National Centre for Text Mining
From Wikipedia, the free encyclopedia
The National Centre for Text Mining (NaCTeM) is the world’s first publicly funded text mining (TM) centre. It was established to provide support, advice, and information on TM technologies and to disseminate information from the larger TM community, while also providing tailored services and tools in response to the requirements of the local British academic community.
The software tools and services which NaCTeM supplies allow researchers to apply text mining techniques to problems within their areas of interest - examples of these tools are highlighted below. In addition to providing services, the centre is also involved in, and makes significant contributions to, the text mining research community both nationally and internationally.
The Centre is located in the Manchester Interdisciplinary Biocentre and is operated by two Universities: the School of Computer Science at the University of Manchester [1] leads the consortium and contributes expertise in information extraction, natural language processing and parallel and distributed data mining; the Special Collections and Archives section of the University of Liverpool [2] library have experience and expertise in information retrieval systems.
In addition to the main consortium partners, there are a number of self-funded associates from world-leading groups including the San Diego Supercomputer Center’s Data Intensive Computing group led by Reagan Moore; the University of California, Berkeley [3] information retrieval specialists lead by Ray Larson and the Tsujii Lab, University of Tokyo. Professor Tsujii's lab are world-leading researchers in the field of computational linguistics, especially in the application of such technology to the biomedical domain.
[edit] Applications
TerMine is a domain independent method for automatic term recognition which finds the most important terms in a document and automatically ranks them.
Cheshire-Termine is a search engine for Medline documents that generates lists of significant terms relevant to the search results. It combines the best features of browse and search techniques for drilling down to more focused set of documents.

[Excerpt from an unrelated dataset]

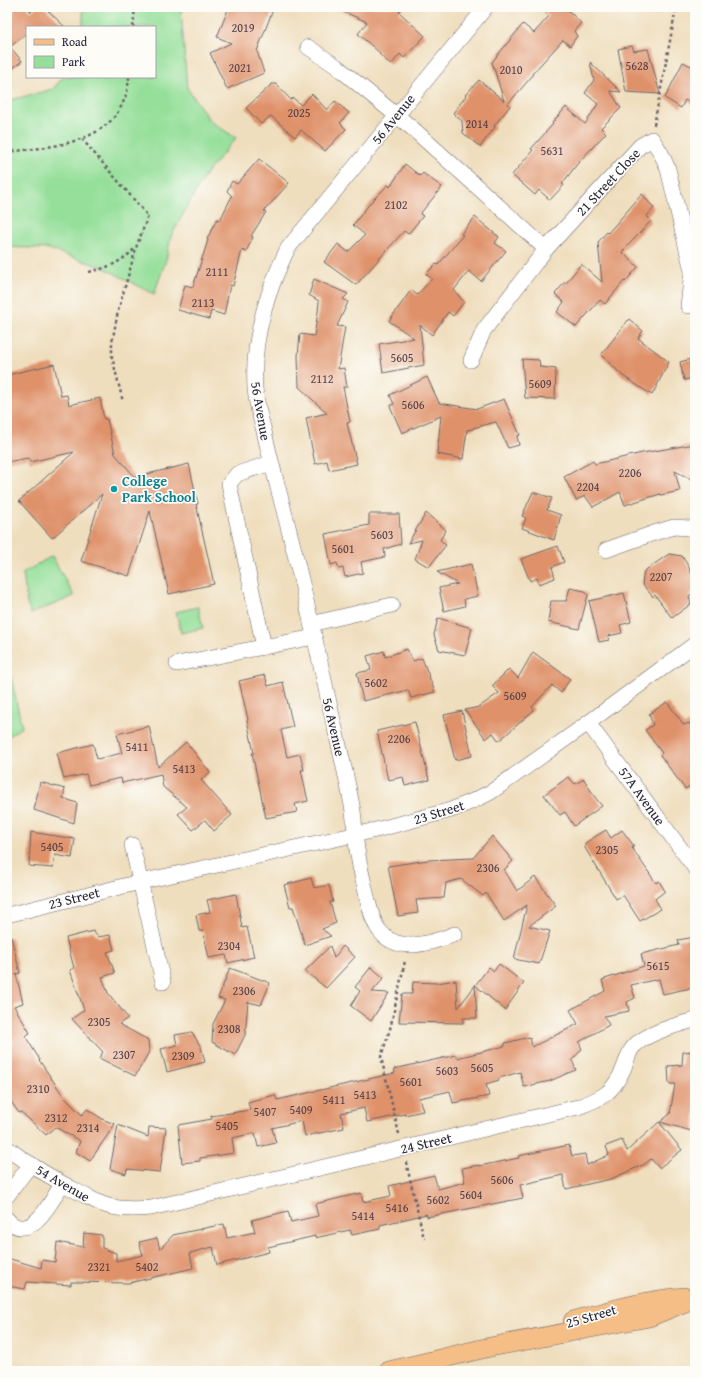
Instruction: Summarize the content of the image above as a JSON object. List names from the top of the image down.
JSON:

AcroMine finds all known expanded forms of acronyms as they have appeared in Medline entries or conversely, it can be used to find possible acronyms of expanded forms as they have previously appeared in Medline and disambiguates them.
Medie is an intelligent search engine, for semantic retrieval of sentences containing biomedical correlations from Medline abstracts.
Info-PubMed provides information and graphical representation of biomedical interactions extracted from Medline using deep semantic parsing technology. This is supplemented with a term dictionary consisting of over 200,000 protein/gene names and identification of disease types and organisms.